DIRECTIONS FOR THIS TASK - Each record that follows must be given again without alteration.

━━ RECORDS TO PROCESS ━━

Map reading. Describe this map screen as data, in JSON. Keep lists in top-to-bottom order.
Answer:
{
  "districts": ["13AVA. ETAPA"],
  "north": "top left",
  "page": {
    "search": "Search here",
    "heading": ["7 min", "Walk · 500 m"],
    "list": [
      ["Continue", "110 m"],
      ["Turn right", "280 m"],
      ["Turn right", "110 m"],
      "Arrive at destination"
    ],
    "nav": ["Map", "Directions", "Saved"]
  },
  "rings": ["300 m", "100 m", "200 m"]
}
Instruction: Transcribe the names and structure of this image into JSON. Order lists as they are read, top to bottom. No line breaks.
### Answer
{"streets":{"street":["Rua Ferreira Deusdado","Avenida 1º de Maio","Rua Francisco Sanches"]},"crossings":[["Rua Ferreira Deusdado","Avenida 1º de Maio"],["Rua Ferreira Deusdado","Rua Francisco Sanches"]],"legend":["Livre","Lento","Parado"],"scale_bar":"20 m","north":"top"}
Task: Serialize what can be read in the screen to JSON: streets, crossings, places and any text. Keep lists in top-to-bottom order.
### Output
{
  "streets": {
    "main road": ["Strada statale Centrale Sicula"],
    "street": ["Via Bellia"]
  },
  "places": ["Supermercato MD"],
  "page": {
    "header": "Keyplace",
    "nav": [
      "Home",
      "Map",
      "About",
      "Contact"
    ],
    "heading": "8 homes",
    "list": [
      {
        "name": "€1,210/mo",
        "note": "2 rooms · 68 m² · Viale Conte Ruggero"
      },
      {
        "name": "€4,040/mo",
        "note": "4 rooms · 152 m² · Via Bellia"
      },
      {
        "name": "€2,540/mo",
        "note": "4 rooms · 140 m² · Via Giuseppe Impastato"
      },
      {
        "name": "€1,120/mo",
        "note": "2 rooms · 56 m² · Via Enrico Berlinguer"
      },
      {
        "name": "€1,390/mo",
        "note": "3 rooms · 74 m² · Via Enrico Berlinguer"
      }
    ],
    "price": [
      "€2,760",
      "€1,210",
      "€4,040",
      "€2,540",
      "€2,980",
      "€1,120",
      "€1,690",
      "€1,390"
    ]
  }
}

━━━

RESPONSE TO THE EXERCISE -
Map reading. Describe this map screen as data, in JSON. Keep lists in top-to-bottom order.
Answer:
{
  "districts": ["13AVA. ETAPA"],
  "north": "top left",
  "page": {
    "search": "Search here",
    "heading": ["7 min", "Walk · 500 m"],
    "list": [
      ["Continue", "110 m"],
      ["Turn right", "280 m"],
      ["Turn right", "110 m"],
      "Arrive at destination"
    ],
    "nav": ["Map", "Directions", "Saved"]
  },
  "rings": ["300 m", "100 m", "200 m"]
}
Instruction: Transcribe the names and structure of this image into JSON. Order lists as they are read, top to bottom. No line breaks.
### Answer
{"streets":{"street":["Rua Ferreira Deusdado","Avenida 1º de Maio","Rua Francisco Sanches"]},"crossings":[["Rua Ferreira Deusdado","Avenida 1º de Maio"],["Rua Ferreira Deusdado","Rua Francisco Sanches"]],"legend":["Livre","Lento","Parado"],"scale_bar":"20 m","north":"top"}
Task: Serialize what can be read in the screen to JSON: streets, crossings, places and any text. Keep lists in top-to-bottom order.
### Output
{
  "streets": {
    "main road": ["Strada statale Centrale Sicula"],
    "street": ["Via Bellia"]
  },
  "places": ["Supermercato MD"],
  "page": {
    "header": "Keyplace",
    "nav": [
      "Home",
      "Map",
      "About",
      "Contact"
    ],
    "heading": "8 homes",
    "list": [
      {
        "name": "€1,210/mo",
        "note": "2 rooms · 68 m² · Viale Conte Ruggero"
      },
      {
        "name": "€4,040/mo",
        "note": "4 rooms · 152 m² · Via Bellia"
      },
      {
        "name": "€2,540/mo",
        "note": "4 rooms · 140 m² · Via Giuseppe Impastato"
      },
      {
        "name": "€1,120/mo",
        "note": "2 rooms · 56 m² · Via Enrico Berlinguer"
      },
      {
        "name": "€1,390/mo",
        "note": "3 rooms · 74 m² · Via Enrico Berlinguer"
      }
    ],
    "price": [
      "€2,760",
      "€1,210",
      "€4,040",
      "€2,540",
      "€2,980",
      "€1,120",
      "€1,690",
      "€1,390"
    ]
  }
}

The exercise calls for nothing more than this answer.